Di ruang tamu, aku terdiam. Suamiku juga terdiam, lalu terdengar dia menarik
napas. “Ayah ngga akan marah sama Kaka kalau Kaka menurut. Kalau Kaka
sudah tahu mana yang baik dan mana yang ngga baik, dan tetep ngga menurut ya Ayah
ngga suka. Kaka kan tahu, marahnya Ayah itu berarti sayang. Ayah ingin Kaka jadi
anak baik. Ayah sering bilang gitu kan?” suamiku menjelaskan.
“Hehe… Iya. Eh Ayah, kalau marahnya Ayah tanda sayang,
berarti Ayah paling banyak sayangnya buat aku dong,” tawa si Kaka. Aku tersenyum.
Dasar anakku itu. Ngga pernah mau kalah!
Tidak bisa dipungkiri, hadirnya Ade Bayi kecil dalam
keluarga kami sangat menyita waktu dan perhatianku dan suamiku. Apalagi
kehadirannya terjadi tiba-tiba. Walaupun tentunya disyukuri sebagai berkah, kekhawatiran
kadang muncul tentang bagaimana caranya kami bisa membagi perhatian untuk
ketiga anak kami nanti. Berbeda dengan kedua anak pertama kami, mereka practically sepantar, sehingga dalam
banyak hal mereka diperlakukan kurang lebih sama, mendapat perhatian yang sama.
Sejak hamil, aku dan suamiku sudah mempersiapkan kedua
anakku bahwa akan ada adik baru, dan nanti Bunda mungkin akan lebih banyak memperhatikan
Ade Bayi. Aa dan Kaka harus lebih sabar, kalau nanti Bunda mungkin lebih banyak
bermain dengan Ade Bayi (Duhh... maaf ya Aa dan Kaka! Belum apa-apa kami sudah
meminta kalian untuk mengerti dan mengalah…)
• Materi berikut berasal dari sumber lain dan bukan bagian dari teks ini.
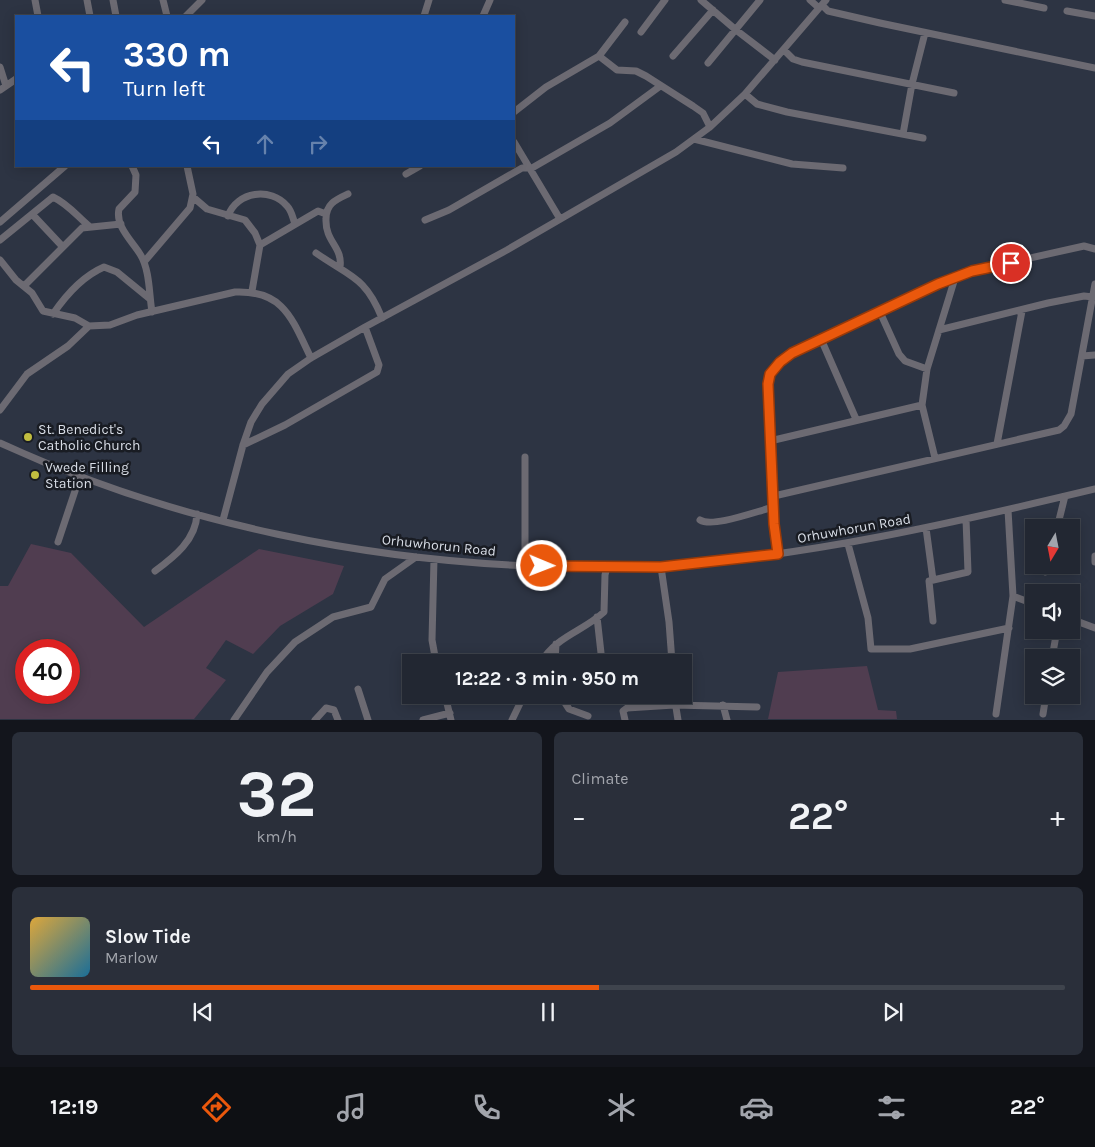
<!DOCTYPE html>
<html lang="en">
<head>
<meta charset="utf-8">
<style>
  :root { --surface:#222732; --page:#2a2f3a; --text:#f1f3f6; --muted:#a2a5ac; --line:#3f444d; --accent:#ea580c }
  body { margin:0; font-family:Karla,sans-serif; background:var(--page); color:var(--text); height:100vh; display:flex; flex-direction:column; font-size:19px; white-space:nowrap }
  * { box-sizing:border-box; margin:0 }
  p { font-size:16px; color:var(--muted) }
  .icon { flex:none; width:28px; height:28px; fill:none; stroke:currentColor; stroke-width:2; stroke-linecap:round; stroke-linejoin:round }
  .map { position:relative; height:720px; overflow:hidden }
  .panel { display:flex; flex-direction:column; gap:12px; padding:12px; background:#13151c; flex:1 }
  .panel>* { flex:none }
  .guide { position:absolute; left:15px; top:15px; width:500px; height:152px; border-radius:0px; box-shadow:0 2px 12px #0003,0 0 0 1px var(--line); background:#1a4fa0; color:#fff; overflow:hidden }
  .needle { width:32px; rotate:190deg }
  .controls { position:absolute; left:1025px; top:519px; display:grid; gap:10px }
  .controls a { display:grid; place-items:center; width:55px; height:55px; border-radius:0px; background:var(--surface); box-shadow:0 2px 12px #0003,0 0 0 1px var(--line); font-size:25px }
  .speed { position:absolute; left:15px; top:639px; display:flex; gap:10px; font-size:25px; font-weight:700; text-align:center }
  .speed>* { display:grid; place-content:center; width:65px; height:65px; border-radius:50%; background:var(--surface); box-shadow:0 2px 12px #0003,0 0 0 1px var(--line); line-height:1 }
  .speed .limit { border:8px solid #d22; background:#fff; color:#111 }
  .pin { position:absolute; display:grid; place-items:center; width:42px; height:42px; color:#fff; margin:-21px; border:2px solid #fff; border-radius:50%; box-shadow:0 1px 5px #0007 }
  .me { position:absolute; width:55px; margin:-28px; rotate:91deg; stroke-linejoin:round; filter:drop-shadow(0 0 4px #0008) }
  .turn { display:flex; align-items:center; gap:18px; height:105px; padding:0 25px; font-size:22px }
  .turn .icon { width:65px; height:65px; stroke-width:2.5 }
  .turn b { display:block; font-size:35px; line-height:42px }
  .lanes { display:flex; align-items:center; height:48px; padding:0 25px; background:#0003; justify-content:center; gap:25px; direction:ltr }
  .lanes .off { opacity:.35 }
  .big { font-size:38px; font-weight:700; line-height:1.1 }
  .panel .tile { flex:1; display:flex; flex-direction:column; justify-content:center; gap:8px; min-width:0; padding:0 18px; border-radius:8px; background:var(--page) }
  .panel .dial { align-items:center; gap:0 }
  .dial b { font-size:65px; line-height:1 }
  .song { display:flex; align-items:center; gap:15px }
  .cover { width:60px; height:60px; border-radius:8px; background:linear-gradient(135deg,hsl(40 70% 55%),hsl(200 70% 35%)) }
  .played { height:5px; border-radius:2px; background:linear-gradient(90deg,var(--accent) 55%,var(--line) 55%) }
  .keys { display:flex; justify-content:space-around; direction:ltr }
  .heat { display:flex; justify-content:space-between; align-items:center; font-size:28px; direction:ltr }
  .panel .tiles { flex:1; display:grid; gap:12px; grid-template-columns:1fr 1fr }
  .tile:last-child { grid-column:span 2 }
  .trip { position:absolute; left:402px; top:654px; width:290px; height:50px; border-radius:0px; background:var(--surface); box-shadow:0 2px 12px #0003,0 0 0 1px var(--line); font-weight:700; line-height:50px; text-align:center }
  .menu { display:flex; height:80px; justify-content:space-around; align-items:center; background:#0e1014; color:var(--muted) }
  .menu .icon { width:35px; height:35px }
  .menu .active { color:var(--accent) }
  .menu b { font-size:22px; color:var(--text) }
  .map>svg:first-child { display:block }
  .green { fill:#503d50; fill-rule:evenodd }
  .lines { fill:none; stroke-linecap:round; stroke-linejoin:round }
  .minor { stroke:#6c6a72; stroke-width:7 }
  .route-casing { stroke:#983908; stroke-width:12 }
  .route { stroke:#ea580c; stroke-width:9 }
  .poi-dot { fill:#c1bd40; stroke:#191c23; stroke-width:2 }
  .labels { text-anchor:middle; stroke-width:5; stroke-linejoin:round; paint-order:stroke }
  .poi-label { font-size:14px; fill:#d8dde6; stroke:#191c23; text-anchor:start }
  .street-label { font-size:14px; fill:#d8dde6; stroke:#191c23 }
</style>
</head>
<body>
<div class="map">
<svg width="1095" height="720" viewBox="0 0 1095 720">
  <rect width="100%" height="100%" fill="#2d3443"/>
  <path class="green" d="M 31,544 L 71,553 L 144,627 L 259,549 L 344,566 L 333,594 L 280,626 L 253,654 L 226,640 L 206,668 L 226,680 L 194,719 L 0,719 L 0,586 L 8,586 ZM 26,650 L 69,650 L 69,692 L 26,692 Z
    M 867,666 L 878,710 L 896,711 L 897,719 L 768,719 L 778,672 Z"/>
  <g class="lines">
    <path class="minor" d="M 35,0 L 38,16
      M 87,0 L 90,16
      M 113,0 L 116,16
      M 163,0 L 167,16
      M 701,0 L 736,30 L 775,60
      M 810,0 L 819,8
      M 1005,0 L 1044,8
      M 822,5 L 828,11 L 880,23 L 1095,68
      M 1067,11 L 1095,16
      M 186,16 L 202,0
      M 424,16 L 429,0
      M 483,16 L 490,0
      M 625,22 L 599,56 L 617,70 L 636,71 L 646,76 L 693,106 L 703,113 L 710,127
      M 641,32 L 665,0
      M 784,50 L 793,59 L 802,62 L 954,93
      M 673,56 L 713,10
      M 708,63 L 760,0
      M 0,67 L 6,86
      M 0,90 L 16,79
      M 745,94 L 757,104 L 787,112 L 923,138
      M 514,112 L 546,87 L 599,56
      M 903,134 L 912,84 L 925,33
      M 694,139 L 792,164 L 843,168
      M 514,142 L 560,219
      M 132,166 L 136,175 L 135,192 L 119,209 C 115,226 132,241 140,254 C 150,270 149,294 152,312
      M 406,174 L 420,166
      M 193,197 L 207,209 L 245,220 L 255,233 L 260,245 L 252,291
      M 32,214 L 62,246
      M 228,216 C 237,191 271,187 287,206 C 292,211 293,219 295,224
      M 425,220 L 449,210 L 522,168 L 532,168 L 610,123 L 659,87
      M 0,222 L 65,166
      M 0,240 L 53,197 C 68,204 77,216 89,226
      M 260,245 L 318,211 L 326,214
      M 316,253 C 350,277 365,276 382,318
      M 0,260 L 16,280 L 32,293 L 43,311 L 75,318 L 89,326
      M 144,262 L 190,208 L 193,194 L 187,166
      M 340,267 C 343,247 325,242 326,219 C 326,204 335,200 348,194
      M 24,286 L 82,228 L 121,224
      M 879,310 L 899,354 L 905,361 L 927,369
      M 53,314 C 66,295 83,276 104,267 L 117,272 L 150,299
      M 939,330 L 1048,303 L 1084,296 L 1093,297
      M 821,339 L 856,419
      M 1082,356 L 1095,355
      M 0,410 L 27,374 L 68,346 L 89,326 L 110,325 L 137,315 L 235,292 C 284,290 292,319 311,358
      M 770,441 L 922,405
      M 0,443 C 176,524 375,564 568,567 C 600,567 632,569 664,566 C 810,556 953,523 1095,489
      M 997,444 L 1022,311
      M 243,445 L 285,425 L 377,372 L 379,365 L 365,327
      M 935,458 L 922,405 L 927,369 L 955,278
      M 774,496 L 1059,430 L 1064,426 L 1071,414 L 1095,284
      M 223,520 L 243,445 L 251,422 L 262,404 L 288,374 L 311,358 L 365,327 L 507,250 L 676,152 L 710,127 L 745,94 L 826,0
      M 700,520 C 713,528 757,511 774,507
      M 926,528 L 933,580
      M 1057,528 L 1065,496
      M 58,542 L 80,476
      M 848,544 L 868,618 L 871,649 L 910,649 L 1009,628
      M 778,554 L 774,524 L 768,384 C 772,369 780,362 792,353 L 883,309 L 972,271 L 1084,246 L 1095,249
      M 1095,556 L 1095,562
      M 434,559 L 432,640 L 436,662
      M 525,566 L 525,457
      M 661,567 L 669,622 L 672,662
      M 155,571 C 174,557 196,540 197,514
      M 1045,572 L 1047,565
      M 1013,596 L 1034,604
      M 597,617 L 602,662
      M 1071,619 L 1095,628
      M 933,621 L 929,581 L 968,572 L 966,519
      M 1052,658 L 1057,630
      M 541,662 C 558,635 582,632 604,612 L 605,575 L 607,567
      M 555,662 L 556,644
      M 358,689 L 368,720
      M 445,695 L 451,720
      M 560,695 L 569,709 L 588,716
      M 674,695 L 678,720
      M 723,705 L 727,720
      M 996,714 L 1013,596 L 1008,510
      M 1043,714 L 1046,695
      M 234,720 L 267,672 L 295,642 L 333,617 L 371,607 L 385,579 L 416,557
      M 315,720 L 326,708 L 334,710 L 338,720
      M 423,720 L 450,713
      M 512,720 L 524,695
      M 625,720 L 623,711 L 627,708 L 674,705 L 757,707"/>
  </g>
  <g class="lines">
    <defs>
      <path id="route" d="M 542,566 L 661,567 L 778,554 L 774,524 L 768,384 L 770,374 L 780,362 L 792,353 L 938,284 L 972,271 L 1011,263"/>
    </defs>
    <use href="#route" class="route-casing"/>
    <use href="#route" class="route"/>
  </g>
  <g class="poi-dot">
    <circle cx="28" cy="437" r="5"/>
    <circle cx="35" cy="475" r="5"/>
  </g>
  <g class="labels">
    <g class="poi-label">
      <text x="38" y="434">St. Benedict's<tspan x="38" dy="16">Catholic Church</tspan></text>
      <text x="45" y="472">Vwede Filling<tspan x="45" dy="16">Station</tspan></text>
    </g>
    <g class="street-label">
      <text transform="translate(854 528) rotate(-10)" y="5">Orhuwhorun Road</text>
      <text transform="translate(439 545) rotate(6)" y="5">Orhuwhorun Road</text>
    </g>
  </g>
</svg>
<div class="controls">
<a><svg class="needle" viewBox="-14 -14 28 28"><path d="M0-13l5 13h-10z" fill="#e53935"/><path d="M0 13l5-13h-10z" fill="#a2a5ac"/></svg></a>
<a><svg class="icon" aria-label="sound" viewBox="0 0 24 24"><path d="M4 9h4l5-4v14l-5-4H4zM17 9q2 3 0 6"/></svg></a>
<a><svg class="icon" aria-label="layers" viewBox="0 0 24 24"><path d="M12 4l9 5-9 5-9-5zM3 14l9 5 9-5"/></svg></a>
</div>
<div class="speed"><div class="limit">40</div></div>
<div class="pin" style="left:1011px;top:263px;background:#d93025"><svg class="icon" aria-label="arrive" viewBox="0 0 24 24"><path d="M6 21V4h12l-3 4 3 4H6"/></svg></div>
<svg class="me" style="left:542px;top:566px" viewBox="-20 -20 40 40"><circle r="17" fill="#ea580c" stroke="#fff" stroke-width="3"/><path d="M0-11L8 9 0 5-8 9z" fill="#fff"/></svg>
<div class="trip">12:22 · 3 min · 950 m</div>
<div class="guide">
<div class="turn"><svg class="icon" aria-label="left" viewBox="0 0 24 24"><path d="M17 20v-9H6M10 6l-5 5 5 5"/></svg><div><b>330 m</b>Turn left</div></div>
<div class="lanes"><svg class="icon" aria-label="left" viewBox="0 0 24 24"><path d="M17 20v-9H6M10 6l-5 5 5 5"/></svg><svg class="icon off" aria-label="ahead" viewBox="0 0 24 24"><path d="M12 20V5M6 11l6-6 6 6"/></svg><svg class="icon off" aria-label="right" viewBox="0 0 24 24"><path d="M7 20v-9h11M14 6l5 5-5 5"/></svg></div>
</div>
</div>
<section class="panel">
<div class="tiles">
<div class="tile dial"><b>32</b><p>km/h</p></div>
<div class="tile"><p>Climate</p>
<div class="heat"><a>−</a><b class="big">22°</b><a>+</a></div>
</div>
<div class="tile">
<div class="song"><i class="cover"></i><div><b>Slow Tide</b><p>Marlow</p></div></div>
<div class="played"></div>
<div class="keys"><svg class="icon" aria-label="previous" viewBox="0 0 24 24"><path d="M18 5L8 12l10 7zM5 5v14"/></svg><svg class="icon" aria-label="pause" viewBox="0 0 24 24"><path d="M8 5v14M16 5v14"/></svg><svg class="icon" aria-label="next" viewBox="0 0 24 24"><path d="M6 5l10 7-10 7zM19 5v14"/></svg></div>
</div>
</div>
</section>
<nav class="menu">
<b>12:19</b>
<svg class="icon active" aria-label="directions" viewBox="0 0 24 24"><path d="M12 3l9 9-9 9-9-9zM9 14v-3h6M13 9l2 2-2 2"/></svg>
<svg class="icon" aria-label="music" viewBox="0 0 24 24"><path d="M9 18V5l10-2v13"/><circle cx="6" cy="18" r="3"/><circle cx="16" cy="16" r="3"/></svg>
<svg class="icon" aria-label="phone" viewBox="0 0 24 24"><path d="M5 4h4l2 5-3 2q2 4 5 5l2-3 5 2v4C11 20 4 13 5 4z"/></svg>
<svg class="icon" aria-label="climate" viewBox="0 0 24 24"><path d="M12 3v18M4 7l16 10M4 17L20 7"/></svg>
<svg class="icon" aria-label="car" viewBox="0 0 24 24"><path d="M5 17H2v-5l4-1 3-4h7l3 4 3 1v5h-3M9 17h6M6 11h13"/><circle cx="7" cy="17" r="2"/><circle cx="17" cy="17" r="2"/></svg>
<svg class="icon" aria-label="filters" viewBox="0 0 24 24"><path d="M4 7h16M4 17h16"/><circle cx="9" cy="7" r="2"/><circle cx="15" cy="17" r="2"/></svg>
<b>22°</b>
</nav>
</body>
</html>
Di satu sisi, aku merasa tenang melahirkan anak ketiga di
saat usia kedua anakku sudah 9 dan 7 tahun. Mereka sudah cukup besar untuk
diberi pengertian. Usia keduanya yang tidak berjauhan juga menjadikan mereka best friends. Kalau aku dan suami sedang
sibuk dengan adik bayi, mereka masih punya satu sama lain, kan?
Tapi anak-anak
tetaplah anak-anak. Bahkan best friends
pun kadang tak sepaham juga, kan? Apalagi ini adalah dua anak laki-laki yang sedang berada di tahap usia tidak mau mengalah, tinggi ego dan tinggi keakuannya.
Mainnya ribut, bertengkarnya ya lebih ribut lagi. Dan nasib jadi anak bungsu,
adalah selalu keberisikan oleh tingkah polah kakak-kakaknya.
Kesal ngga sih, kalau Bundanya sudah pegal menggendong Ade
Bayi yang rewel dari siang sampai malam, dan saat bayi mulaaaiii pulaaass,
diletakkan dengan hati-hati di kasur… tiba-tiba DOR!! Balon meletus dari kamar
depan. Ade Bayi pun menangis lagi. Dan Bunda gagal istirahat. Haduuhhh!!
Marah ngga sih, kalau saat Ade Bayi baru saja tidur siang
dan Bunda baruuu saja mulai punya waktu untuk beres-beres rumah yang berantakan,
makan siang belum dimasak, cucian baju belum dijemur... tiba-tiba anak-anak
pulang dan masuk rumah sambil teriak “Assalamu’alaikum, Buuun!” Bukannya menjawab salam, yang ada
malah Bunda melotot karena Ade Bayi bangun, menangis dan minta digendong lagi. Aduduhh…
Tapiii, ada #dilema di sini. Jika mereka sampai bertanya,
siapa yang paling kami sayangi, apakah itu berarti mereka merasa insecure tentang posisi mereka di mata
kami? Apa mereka secara tidak sadar merasa terancam oleh kehadiran Ade Bayi?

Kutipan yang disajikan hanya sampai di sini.